Assignment: Copy out the data below. Leave nothing out and alter nothing.

(The data Opens)

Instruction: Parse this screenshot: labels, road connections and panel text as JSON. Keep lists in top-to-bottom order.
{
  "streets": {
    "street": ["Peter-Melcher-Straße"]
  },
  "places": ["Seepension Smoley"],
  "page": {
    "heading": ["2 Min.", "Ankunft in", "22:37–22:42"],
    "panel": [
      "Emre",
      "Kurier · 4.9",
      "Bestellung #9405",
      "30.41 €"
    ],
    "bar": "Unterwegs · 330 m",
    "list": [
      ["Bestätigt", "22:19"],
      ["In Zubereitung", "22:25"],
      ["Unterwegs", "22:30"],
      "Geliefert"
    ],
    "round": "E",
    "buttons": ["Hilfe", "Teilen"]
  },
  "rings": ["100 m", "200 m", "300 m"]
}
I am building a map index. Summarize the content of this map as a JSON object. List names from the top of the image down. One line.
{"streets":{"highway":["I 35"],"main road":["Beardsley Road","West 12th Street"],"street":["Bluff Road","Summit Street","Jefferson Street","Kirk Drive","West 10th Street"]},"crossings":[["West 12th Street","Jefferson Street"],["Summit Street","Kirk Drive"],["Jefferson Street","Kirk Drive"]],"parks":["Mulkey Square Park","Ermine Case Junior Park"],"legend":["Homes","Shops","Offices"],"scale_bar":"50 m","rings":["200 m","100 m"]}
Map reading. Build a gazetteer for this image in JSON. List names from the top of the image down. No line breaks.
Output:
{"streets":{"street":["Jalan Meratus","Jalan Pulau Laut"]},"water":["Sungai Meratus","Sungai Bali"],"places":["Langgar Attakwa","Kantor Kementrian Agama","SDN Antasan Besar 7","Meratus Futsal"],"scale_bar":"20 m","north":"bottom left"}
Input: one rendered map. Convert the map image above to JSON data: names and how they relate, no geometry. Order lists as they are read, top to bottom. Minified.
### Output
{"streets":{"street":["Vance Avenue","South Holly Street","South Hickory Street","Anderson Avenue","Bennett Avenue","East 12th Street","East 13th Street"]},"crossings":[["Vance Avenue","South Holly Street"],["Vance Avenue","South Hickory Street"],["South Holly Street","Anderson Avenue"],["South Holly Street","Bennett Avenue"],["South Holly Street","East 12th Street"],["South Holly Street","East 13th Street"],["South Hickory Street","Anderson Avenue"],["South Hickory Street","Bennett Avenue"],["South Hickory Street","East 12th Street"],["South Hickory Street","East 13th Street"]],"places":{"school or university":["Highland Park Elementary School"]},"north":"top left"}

(The data Closes)

Finished task:
Instruction: Parse this screenshot: labels, road connections and panel text as JSON. Keep lists in top-to-bottom order.
{
  "streets": {
    "street": ["Peter-Melcher-Straße"]
  },
  "places": ["Seepension Smoley"],
  "page": {
    "heading": ["2 Min.", "Ankunft in", "22:37–22:42"],
    "panel": [
      "Emre",
      "Kurier · 4.9",
      "Bestellung #9405",
      "30.41 €"
    ],
    "bar": "Unterwegs · 330 m",
    "list": [
      ["Bestätigt", "22:19"],
      ["In Zubereitung", "22:25"],
      ["Unterwegs", "22:30"],
      "Geliefert"
    ],
    "round": "E",
    "buttons": ["Hilfe", "Teilen"]
  },
  "rings": ["100 m", "200 m", "300 m"]
}
I am building a map index. Summarize the content of this map as a JSON object. List names from the top of the image down. One line.
{"streets":{"highway":["I 35"],"main road":["Beardsley Road","West 12th Street"],"street":["Bluff Road","Summit Street","Jefferson Street","Kirk Drive","West 10th Street"]},"crossings":[["West 12th Street","Jefferson Street"],["Summit Street","Kirk Drive"],["Jefferson Street","Kirk Drive"]],"parks":["Mulkey Square Park","Ermine Case Junior Park"],"legend":["Homes","Shops","Offices"],"scale_bar":"50 m","rings":["200 m","100 m"]}
Map reading. Build a gazetteer for this image in JSON. List names from the top of the image down. No line breaks.
Output:
{"streets":{"street":["Jalan Meratus","Jalan Pulau Laut"]},"water":["Sungai Meratus","Sungai Bali"],"places":["Langgar Attakwa","Kantor Kementrian Agama","SDN Antasan Besar 7","Meratus Futsal"],"scale_bar":"20 m","north":"bottom left"}
Input: one rendered map. Convert the map image above to JSON data: names and how they relate, no geometry. Order lists as they are read, top to bottom. Minified.
### Output
{"streets":{"street":["Vance Avenue","South Holly Street","South Hickory Street","Anderson Avenue","Bennett Avenue","East 12th Street","East 13th Street"]},"crossings":[["Vance Avenue","South Holly Street"],["Vance Avenue","South Hickory Street"],["South Holly Street","Anderson Avenue"],["South Holly Street","Bennett Avenue"],["South Holly Street","East 12th Street"],["South Holly Street","East 13th Street"],["South Hickory Street","Anderson Avenue"],["South Hickory Street","Bennett Avenue"],["South Hickory Street","East 12th Street"],["South Hickory Street","East 13th Street"]],"places":{"school or university":["Highland Park Elementary School"]},"north":"top left"}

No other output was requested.